The Federal Reserve is ending the reduction of its $6.6 trillion balance sheet, opting instead to maintain its government bond holdings to address tightening money market liquidity and dropping bank reserves. From December 1, it will roll over maturing Treasuries and reinvest proceeds from mortgage-backed securities into Treasury bills.


Devdiscourse News Desk | Updated: 30-10-2025 00:07 IST | Created: 30-10-2025 00:07 IST
The Fed's Balance Sheet Strategy Shift: A New Chapter in Financial Liquidity

The Federal Reserve announced on Wednesday it would halt the decrease of its $6.6 trillion balance sheet due to tightening liquidity in money markets and falling bank reserves. This change will see the Fed maintaining its government bond holdings instead of allowing up to $5 billion in Treasury securities to mature each month without replacement.

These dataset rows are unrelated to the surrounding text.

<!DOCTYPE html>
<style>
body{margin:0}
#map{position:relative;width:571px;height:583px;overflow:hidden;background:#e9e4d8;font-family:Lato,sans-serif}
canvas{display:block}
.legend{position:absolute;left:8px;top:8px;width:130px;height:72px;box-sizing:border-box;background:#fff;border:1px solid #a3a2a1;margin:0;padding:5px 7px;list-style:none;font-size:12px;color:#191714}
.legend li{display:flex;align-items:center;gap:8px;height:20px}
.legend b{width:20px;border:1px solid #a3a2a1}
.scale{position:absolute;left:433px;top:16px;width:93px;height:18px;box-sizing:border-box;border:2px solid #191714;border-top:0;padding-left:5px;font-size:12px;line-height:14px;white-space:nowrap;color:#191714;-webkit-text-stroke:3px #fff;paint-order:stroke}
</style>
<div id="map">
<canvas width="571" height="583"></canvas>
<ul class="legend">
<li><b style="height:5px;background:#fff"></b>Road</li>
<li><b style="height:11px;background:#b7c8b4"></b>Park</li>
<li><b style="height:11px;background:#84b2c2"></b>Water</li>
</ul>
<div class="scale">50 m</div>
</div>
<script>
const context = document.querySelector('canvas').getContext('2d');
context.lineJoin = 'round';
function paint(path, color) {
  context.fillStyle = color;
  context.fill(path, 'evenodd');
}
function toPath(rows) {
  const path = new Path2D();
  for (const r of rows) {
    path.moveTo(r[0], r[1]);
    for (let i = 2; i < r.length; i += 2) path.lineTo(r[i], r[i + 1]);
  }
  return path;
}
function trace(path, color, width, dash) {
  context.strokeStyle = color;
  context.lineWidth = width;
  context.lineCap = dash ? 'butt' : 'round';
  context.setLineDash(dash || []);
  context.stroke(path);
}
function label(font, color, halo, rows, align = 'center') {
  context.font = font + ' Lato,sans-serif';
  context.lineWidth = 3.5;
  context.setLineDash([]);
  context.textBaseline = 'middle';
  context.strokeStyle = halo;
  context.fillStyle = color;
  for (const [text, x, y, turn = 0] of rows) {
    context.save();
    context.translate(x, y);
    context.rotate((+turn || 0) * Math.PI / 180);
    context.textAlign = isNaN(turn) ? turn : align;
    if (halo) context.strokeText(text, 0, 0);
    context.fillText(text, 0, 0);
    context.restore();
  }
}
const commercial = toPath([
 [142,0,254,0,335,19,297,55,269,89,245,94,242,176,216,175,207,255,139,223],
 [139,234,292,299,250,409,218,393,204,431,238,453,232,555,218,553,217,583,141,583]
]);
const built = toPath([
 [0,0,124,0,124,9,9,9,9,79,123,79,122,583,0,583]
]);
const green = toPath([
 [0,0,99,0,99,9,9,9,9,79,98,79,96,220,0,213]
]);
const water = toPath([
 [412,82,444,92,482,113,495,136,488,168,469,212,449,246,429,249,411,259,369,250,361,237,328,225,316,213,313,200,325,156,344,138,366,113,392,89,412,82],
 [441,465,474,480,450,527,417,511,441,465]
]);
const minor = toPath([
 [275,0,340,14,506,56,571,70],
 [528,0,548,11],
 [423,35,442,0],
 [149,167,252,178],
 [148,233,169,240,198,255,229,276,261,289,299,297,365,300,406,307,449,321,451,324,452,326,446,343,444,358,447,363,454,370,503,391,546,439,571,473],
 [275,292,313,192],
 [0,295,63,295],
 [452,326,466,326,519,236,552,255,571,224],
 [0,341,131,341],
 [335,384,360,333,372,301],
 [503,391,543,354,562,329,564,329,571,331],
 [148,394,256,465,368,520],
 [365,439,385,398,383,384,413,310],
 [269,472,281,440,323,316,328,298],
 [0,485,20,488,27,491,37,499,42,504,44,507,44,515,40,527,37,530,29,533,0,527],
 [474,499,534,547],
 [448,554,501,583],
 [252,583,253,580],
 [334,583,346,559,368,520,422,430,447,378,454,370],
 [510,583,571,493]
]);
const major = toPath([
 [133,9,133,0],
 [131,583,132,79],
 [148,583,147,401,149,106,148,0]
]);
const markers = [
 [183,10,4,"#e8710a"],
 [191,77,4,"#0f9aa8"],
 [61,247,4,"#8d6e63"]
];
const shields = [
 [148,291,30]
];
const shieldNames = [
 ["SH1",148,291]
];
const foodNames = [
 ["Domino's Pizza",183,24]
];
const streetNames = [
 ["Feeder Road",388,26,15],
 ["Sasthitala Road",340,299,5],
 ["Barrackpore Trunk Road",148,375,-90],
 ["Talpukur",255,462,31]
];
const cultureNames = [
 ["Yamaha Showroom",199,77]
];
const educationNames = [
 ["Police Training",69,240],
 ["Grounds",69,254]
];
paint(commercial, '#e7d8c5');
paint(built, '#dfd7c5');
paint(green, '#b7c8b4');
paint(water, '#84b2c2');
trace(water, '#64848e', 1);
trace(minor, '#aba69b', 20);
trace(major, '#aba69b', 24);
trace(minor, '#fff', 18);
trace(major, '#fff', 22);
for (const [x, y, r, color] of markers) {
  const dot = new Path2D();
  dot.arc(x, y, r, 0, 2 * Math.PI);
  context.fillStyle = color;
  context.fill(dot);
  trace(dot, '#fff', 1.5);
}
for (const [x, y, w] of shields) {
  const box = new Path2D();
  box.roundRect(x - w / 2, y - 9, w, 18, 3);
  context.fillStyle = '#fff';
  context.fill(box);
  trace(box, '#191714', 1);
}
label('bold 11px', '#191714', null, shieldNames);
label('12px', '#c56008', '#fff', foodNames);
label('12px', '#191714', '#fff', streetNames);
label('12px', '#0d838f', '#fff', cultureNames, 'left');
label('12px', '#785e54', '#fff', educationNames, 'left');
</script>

Starting December 1, the central bank plans to roll over maturing Treasuries and reinvest all proceeds from maturing mortgage-backed securities into Treasury bills. Additionally, the Fed trimmed the fed funds rate by a quarter percentage point to a range of 3.75% to 4.00%, while adjusting other key interest rates, including the interest on reserve balances and reverse repo rates.

This shift, expected by many Fed watchers, comes amidst growing signs of pressure in money markets. Notably, the use of the Fed's Standing Repo Facility surged, indicating a tightening in market liquidity. Analysts anticipate that the Fed will eventually need to rebuild its holdings to ensure adequate liquidity levels for a stable financial system.